O Cruzeiro chega ao clássico contra o Atlético com um argumento que vai além do mando de campo ou da rivalidade. Nenhum clube da Série A venceu mais partidas que a Raposa no período imediatamente posterior à Copa do Mundo. O desafio agora é transformar essa regularidade em vantagem justamente em um confronto eliminatório.
Desde a retomada do calendário brasileiro, o Cruzeiro acumulou seis vitórias, dois empates e duas derrotas nas primeiras dez partidas do recorte, com 14 gols marcados e oito sofridos. O aproveitamento chegou a 66,67%, colocando a equipe entre os melhores desempenhos do país no período.

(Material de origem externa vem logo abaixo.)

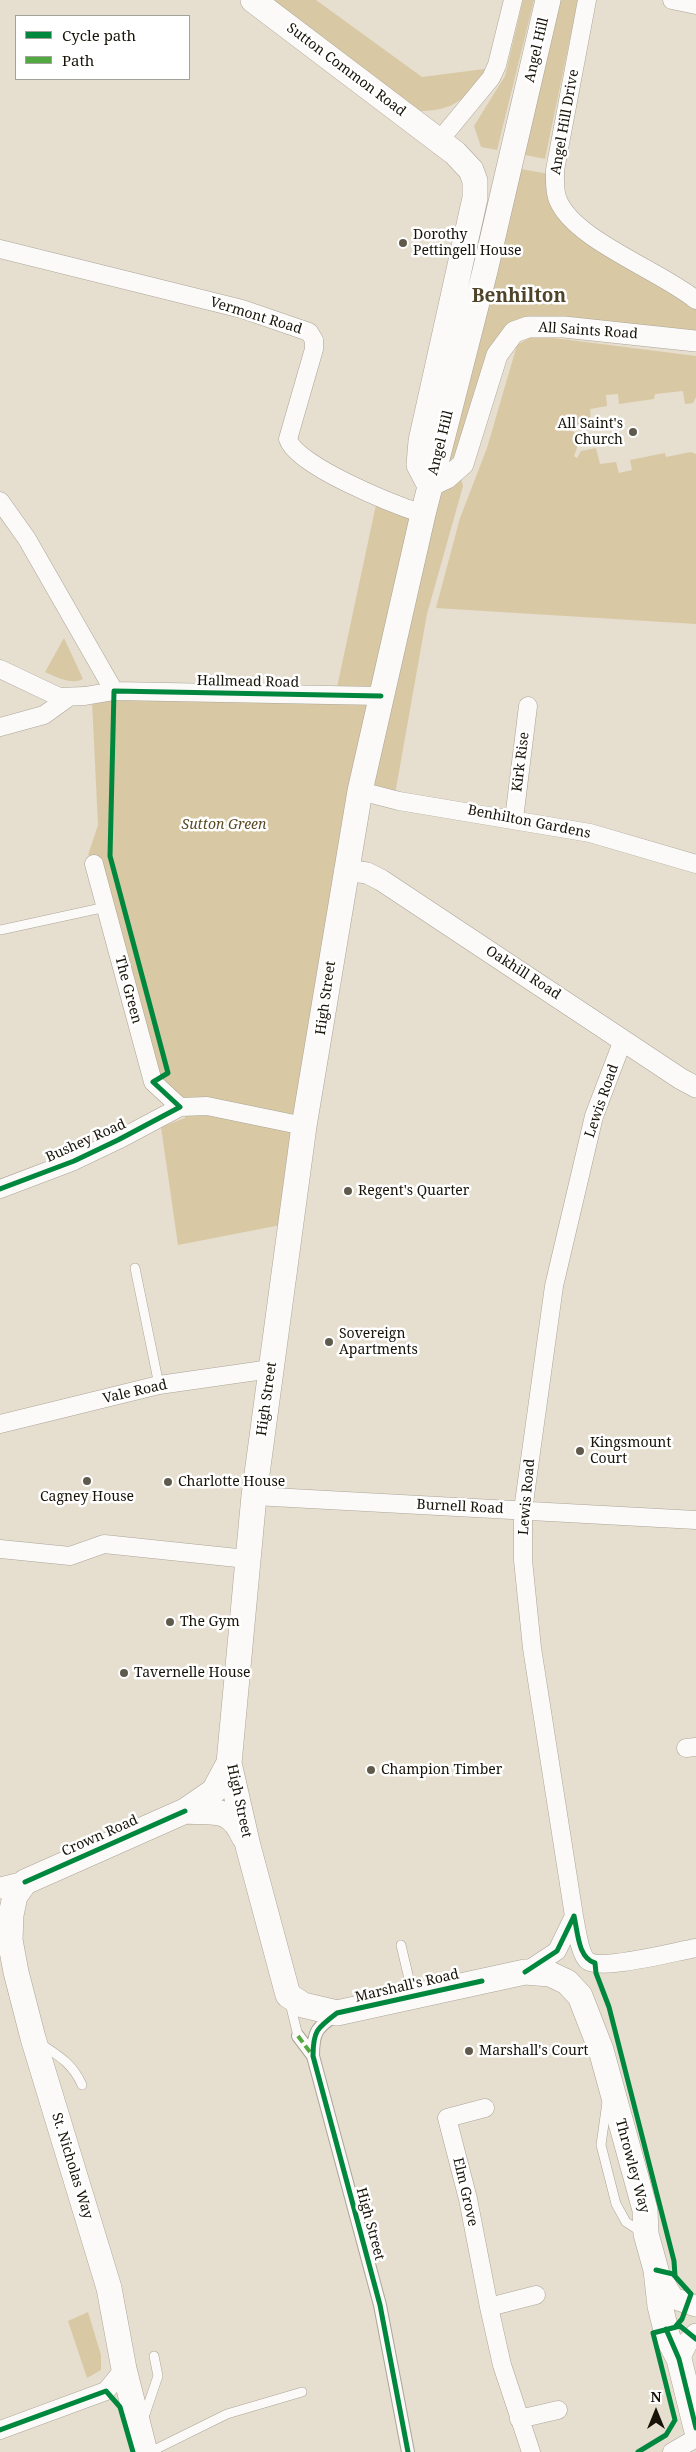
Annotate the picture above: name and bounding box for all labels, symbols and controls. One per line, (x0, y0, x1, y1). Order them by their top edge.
legend (15, 15, 190, 80)
street label: Angel Hill (521, 16, 553, 84)
street label: Sutton Common Road (283, 20, 409, 120)
text: Cycle path (62, 25, 136, 45)
text: Path (62, 50, 94, 70)
street label: Angel Hill Drive (547, 68, 583, 176)
place label: Dorothy Pettingell House (413, 227, 522, 260)
marker: Dorothy Pettingell House (397, 237, 409, 249)
district label: Benhilton (472, 286, 566, 308)
street label: Vermont Road (208, 294, 304, 338)
street label: All Saints Road (538, 319, 638, 343)
street label: Angel Hill (425, 409, 457, 477)
place label: All Saint's Church (557, 416, 623, 448)
marker: All Saint's Church (627, 426, 639, 438)
street label: Hallmead Road (197, 673, 299, 691)
street label: Kirk Rise (509, 731, 533, 793)
street label: Benhilton Gardens (466, 802, 592, 842)
park label: Sutton Green (182, 817, 266, 833)
street label: Oakhill Road (482, 943, 564, 1003)
street label: The Green (111, 954, 145, 1026)
street label: High Street (312, 960, 340, 1036)
street label: Lewis Road (582, 1062, 622, 1140)
street label: Bushey Road (43, 1116, 129, 1166)
place label: Regent's Quarter (358, 1183, 469, 1199)
marker: Regent's Quarter (342, 1185, 354, 1197)
place label: Sovereign Apartments (339, 1326, 418, 1358)
marker: Sovereign Apartments (323, 1336, 335, 1348)
street label: High Street (253, 1361, 281, 1437)
street label: Vale Road (101, 1376, 169, 1408)
place label: Kingsmount Court (590, 1435, 671, 1468)
marker: Kingsmount Court (574, 1445, 586, 1457)
street label: Lewis Road (515, 1458, 539, 1536)
place label: Charlotte House (178, 1474, 285, 1490)
marker: Cagney House (81, 1475, 93, 1487)
marker: Charlotte House (162, 1476, 174, 1488)
place label: Cagney House (40, 1489, 134, 1505)
street label: Burnell Road (416, 1496, 504, 1518)
place label: The Gym (180, 1614, 240, 1630)
marker: The Gym (164, 1616, 176, 1628)
place label: Tavernelle House (134, 1665, 250, 1681)
marker: Tavernelle House (118, 1667, 130, 1679)
place label: Champion Timber (381, 1762, 502, 1778)
street label: High Street (223, 1763, 255, 1839)
marker: Champion Timber (365, 1764, 377, 1776)
street label: Crown Road (59, 1812, 141, 1860)
street label: Marshall's Road (353, 1966, 461, 2006)
place label: Marshall's Court (479, 2043, 588, 2059)
marker: Marshall's Court (463, 2045, 475, 2057)
street label: St. Nicholas Way (48, 2111, 96, 2221)
street label: Throwley Way (611, 2117, 653, 2215)
street label: Elm Grove (449, 2156, 481, 2228)
street label: High Street (352, 2186, 388, 2262)
north arrow (631, 2387, 681, 2437)
text: N (650, 2387, 662, 2406)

O Athletico-PR passou a ter aproveitamento percentual superior depois de entrar em campo novamente, mas a Raposa continua sendo o time da elite nacional com mais vitórias acumuladas desde a retomada.

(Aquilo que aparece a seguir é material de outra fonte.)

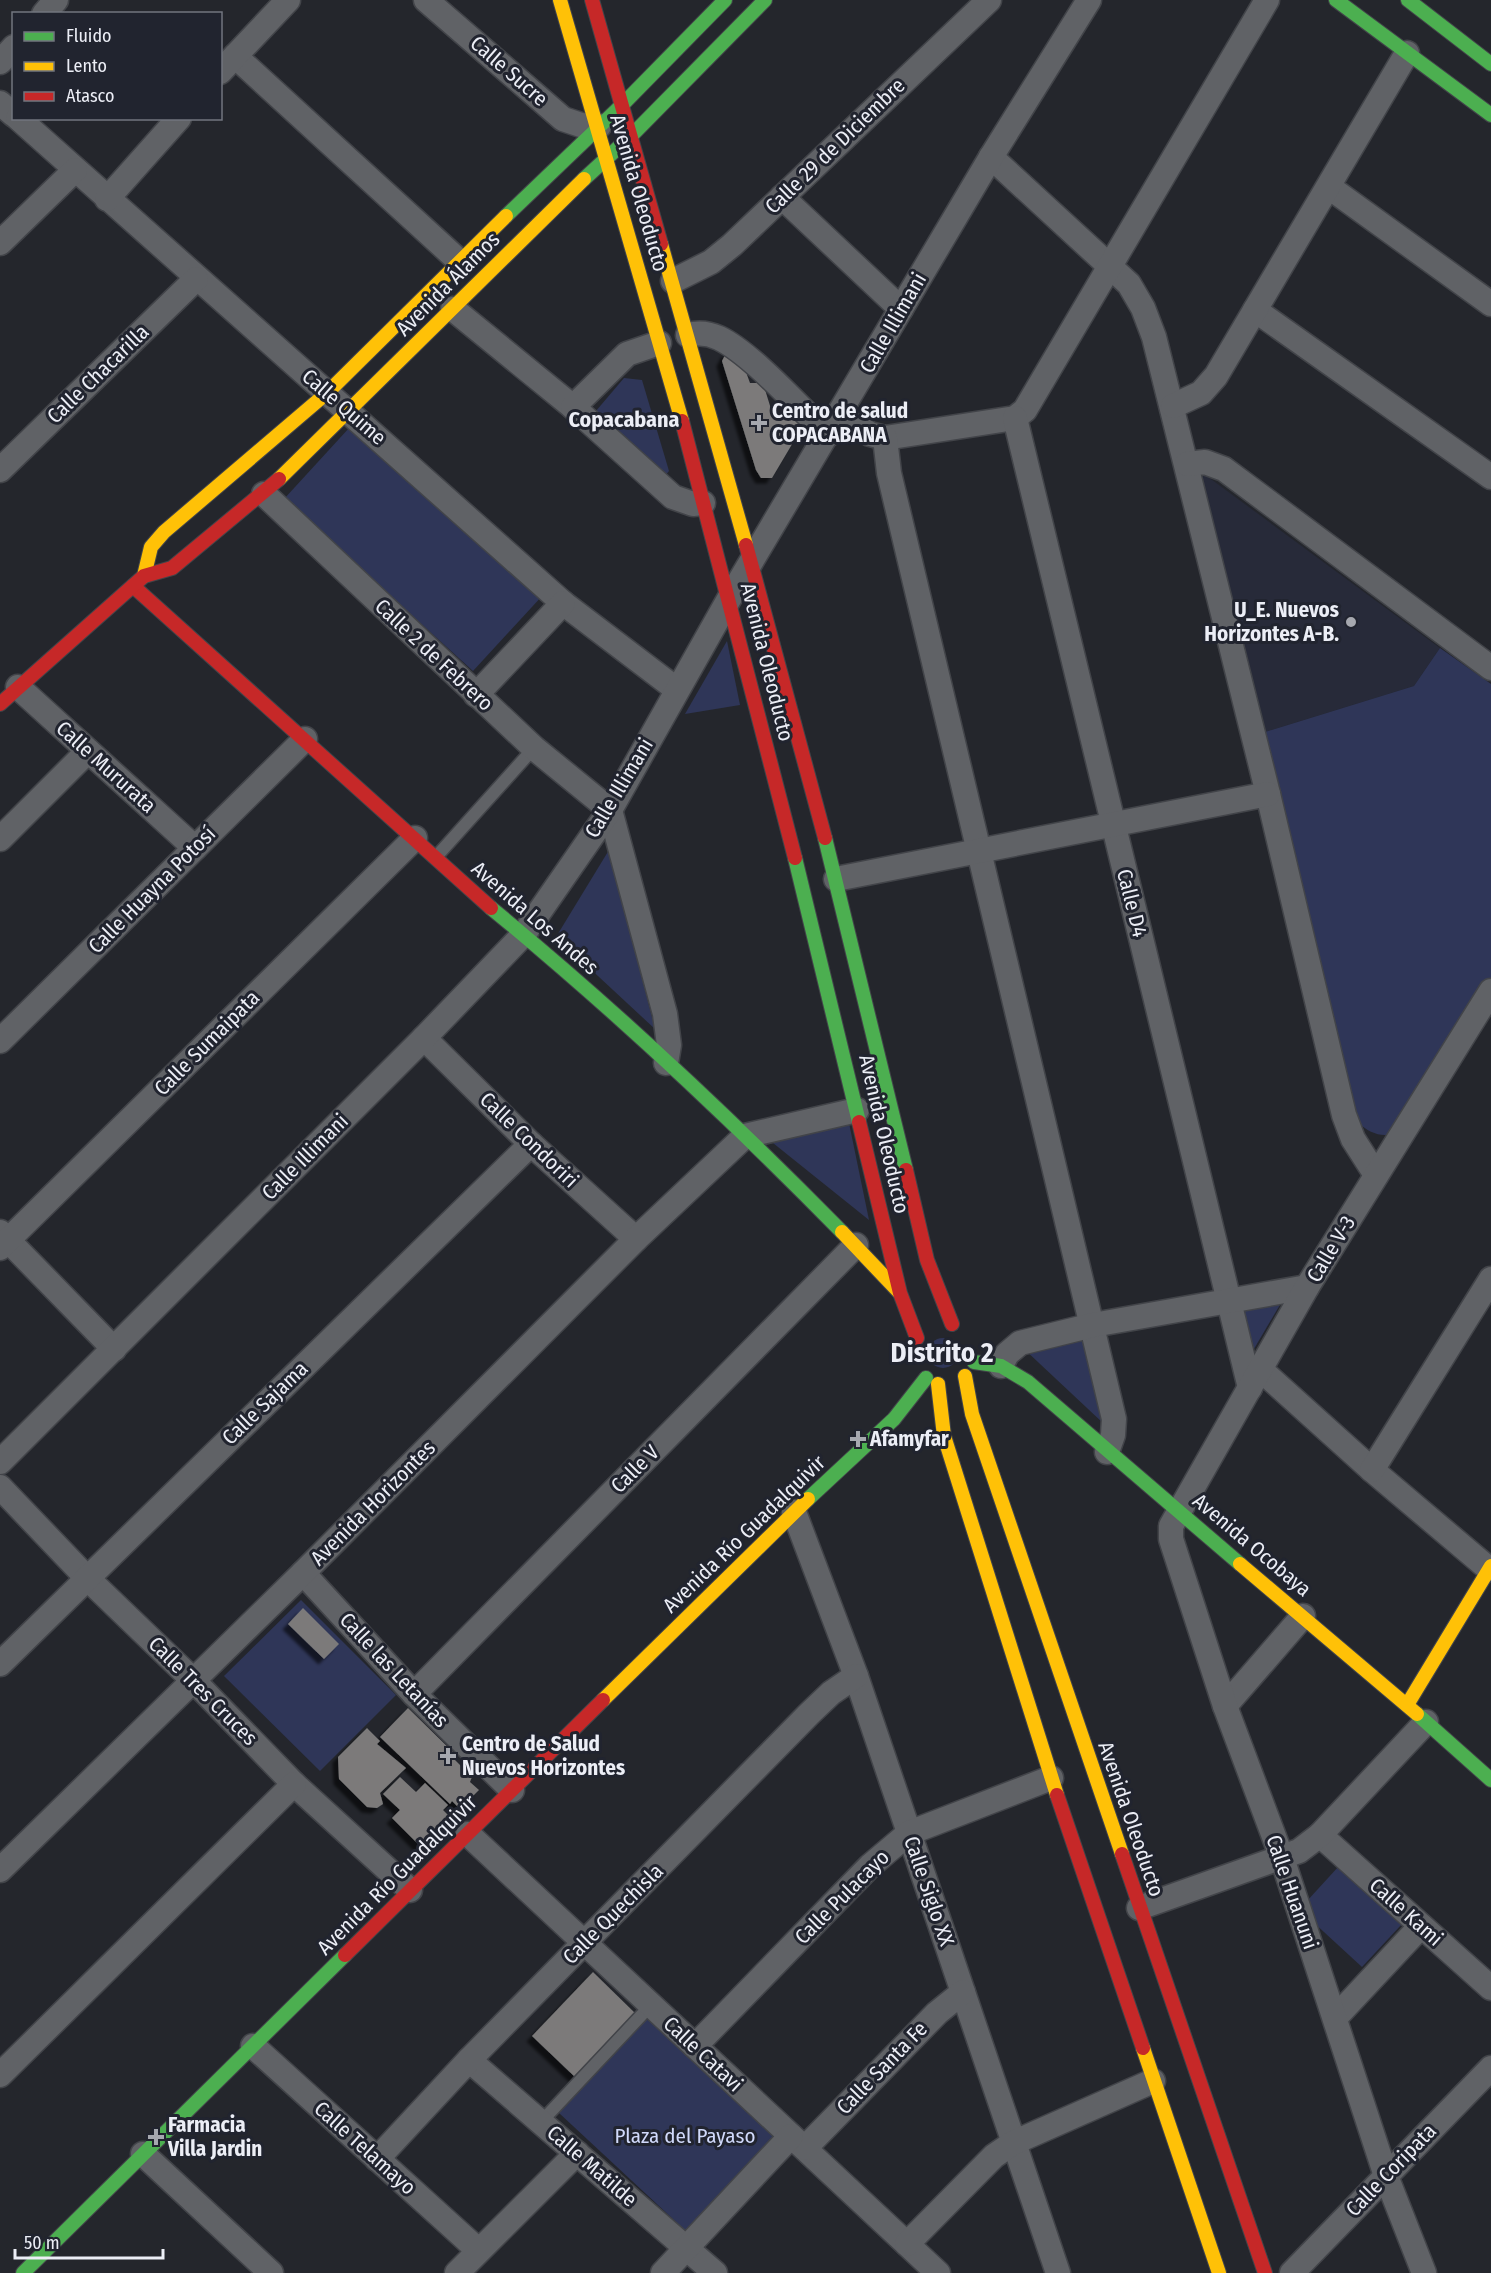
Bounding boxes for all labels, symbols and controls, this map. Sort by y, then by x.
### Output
legend [12,12,222,120]
text: Fluido [66,25,112,47]
street label: Calle Sucre [465,30,553,112]
text: Lento [66,55,107,77]
street label: Calle 29 de Diciembre [760,73,910,219]
text: Atasco [66,85,114,107]
street label: Avenida Oleoducto [604,111,674,275]
street label: Avenida Álamos [391,227,505,341]
street label: Calle Illimani [854,268,932,378]
street label: Calle Chacarilla [42,319,154,429]
street label: Calle Quime [297,363,391,451]
place label: Centro de salud COPACABANA [772,398,908,448]
district label: Copacabana [568,406,680,433]
marker: Centro de salud COPACABANA [750,414,768,432]
street label: Avenida Oleoducto [735,580,799,744]
street label: Calle 2 de Febrero [369,593,499,717]
place label: U_E. Nuevos Horizontes A-B. [1204,597,1339,647]
marker: U_E. Nuevos Horizontes A-B. [1344,615,1358,629]
street label: Calle Mururata [51,716,161,818]
street label: Calle Illimani [579,734,659,842]
street label: Calle Huayna Potosí [83,821,221,959]
street label: Avenida Los Andes [466,856,604,980]
street label: Calle D4 [1111,866,1153,940]
street label: Calle Sumaipata [149,985,265,1101]
street label: Avenida Oleoducto [853,1052,915,1216]
street label: Calle Condoriri [474,1087,584,1193]
street label: Calle Illimani [256,1108,354,1206]
street label: Calle V-3 [1301,1211,1361,1287]
district label: Distrito 2 [891,1337,993,1369]
street label: Calle Sajama [217,1356,313,1450]
place label: Afamyfar [869,1426,949,1452]
marker: Afamyfar [851,1432,865,1446]
street label: Avenida Horizontes [305,1435,441,1571]
street label: Calle V [605,1439,665,1499]
street label: Avenida Río Guadalquivir [657,1449,831,1618]
street label: Avenida Ocobaya [1187,1488,1317,1602]
street label: Calle las Letanías [334,1607,454,1733]
street label: Calle Tres Cruces [143,1631,263,1751]
place label: Centro de Salud Nuevos Horizontes [462,1731,625,1781]
street label: Avenida Oleoducto [1092,1738,1170,1900]
marker: Centro de Salud Nuevos Horizontes [439,1747,457,1765]
street label: Avenida Río Guadalquivir [312,1789,483,1960]
street label: Calle Huanuni [1260,1831,1324,1953]
street label: Calle Siglo XX [898,1833,960,1950]
street label: Calle Pulacayo [789,1844,895,1950]
street label: Calle Quechisla [557,1858,669,1970]
street label: Calle Kami [1364,1872,1448,1952]
street label: Calle Catavi [658,2011,748,2097]
street label: Calle Santa Fe [831,2016,933,2120]
street label: Calle Telamayo [309,2096,421,2200]
place label: Farmacia Villa Jardin [167,2112,262,2162]
street label: Calle Coripata [1340,2118,1442,2222]
street label: Calle Matilde [541,2120,643,2212]
park label: Plaza del Payaso [615,2123,755,2149]
marker: Farmacia Villa Jardin [149,2130,163,2144]
scale bar [15,2222,164,2260]
text: 50 m [24,2232,60,2254]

Os números ajudam a explicar por que o Cruzeiro chega fortalecido ao duelo desta terça-feira (25), às 21h, no Mineirão. Mas também criam uma cobrança diferente: depois de mostrar constância, o time de Artur Jorge precisa transportar o bom momento para uma eliminatória que não permite recuperar pontos na rodada seguinte.

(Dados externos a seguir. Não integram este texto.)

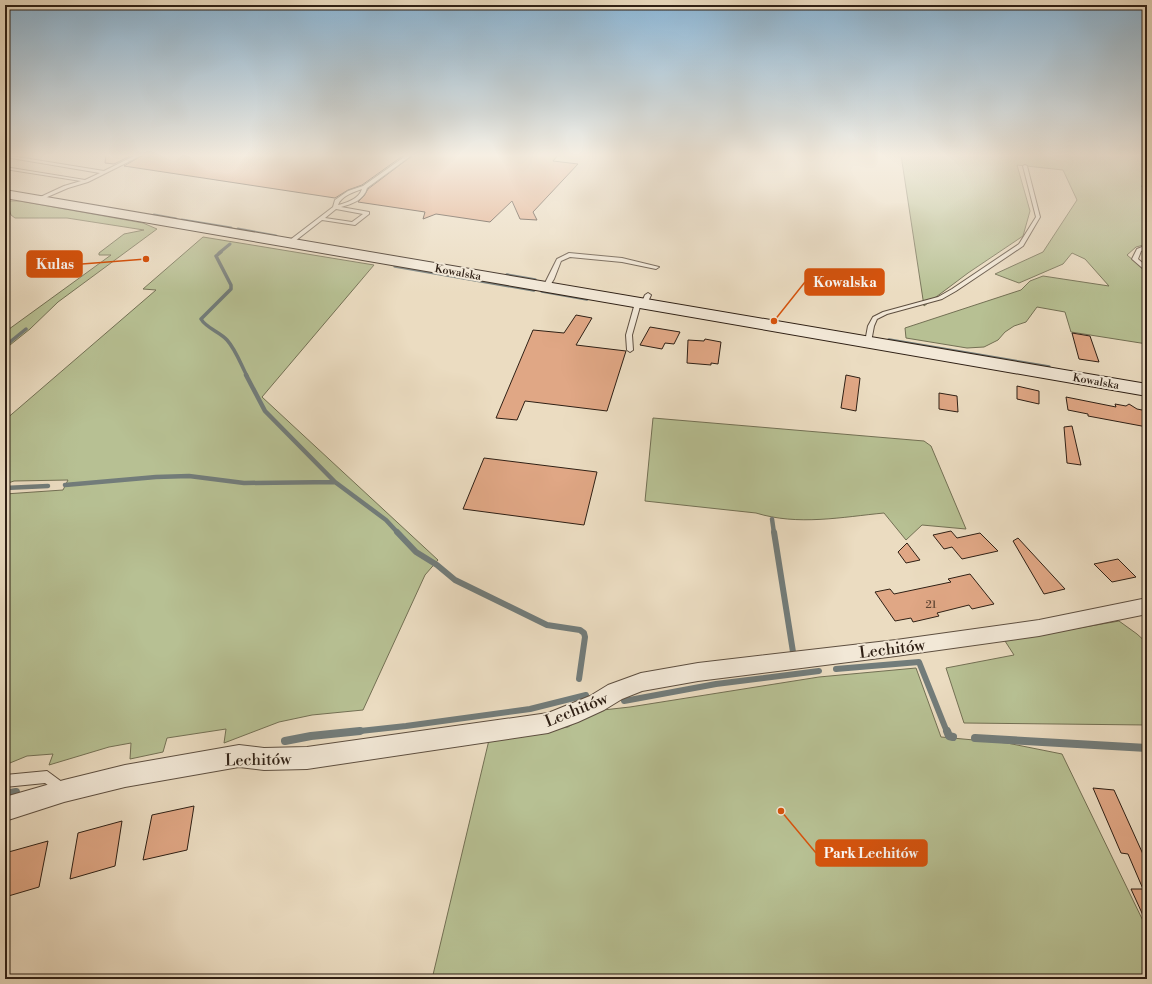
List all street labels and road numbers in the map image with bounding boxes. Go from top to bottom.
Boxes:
street label: Kowalska [434,262,483,284]
street label: Kowalska [1072,371,1121,393]
street label: Lechitów [858,635,927,663]
street label: Lechitów [542,688,612,732]
street label: Lechitów [225,749,292,771]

Vitória sobre Flamengo reforçou momento do Cruzeiro
A última demonstração veio contra um adversário direto da parte de cima da tabela. O Cruzeiro venceu o Flamengo por 2 a 1, de virada, no fim de semana, resultado que ajudou a equipe a consolidar o melhor número de vitórias no período pós-Copa.
A campanha recente tem uma característica importante. Não se trata apenas de uma sequência construída contra equipes da parte inferior da classificação.
O time celeste vem sendo competitivo contra adversários de diferentes estilos e conseguiu marcar 14 vezes em dez partidas no levantamento. A defesa sofreu oito gols, deixando saldo positivo de seis.
Nesta terça, entretanto, o contexto muda.
Cruzeiro e Atlético iniciam uma eliminatória de 180 minutos pelas quartas de final da Copa do Brasil. O primeiro duelo acontece no Mineirão, enquanto a decisão será na Arena MRV. Para a Raposa, aproveitar o mando de campo significa tentar fazer com que o ótimo desempenho recente tenha consequência concreta no torneio.
Mata-mata deixa pouca margem para o erro
O Cruzeiro acabou eliminado recentemente da Libertadores, o que torna a Copa do Brasil ainda mais importante no planejamento da temporada. A equipe conseguiu manter o desempenho em outras competições, mas agora encontra outro jogo em que uma atuação abaixo do esperado pode custar meses de trabalho.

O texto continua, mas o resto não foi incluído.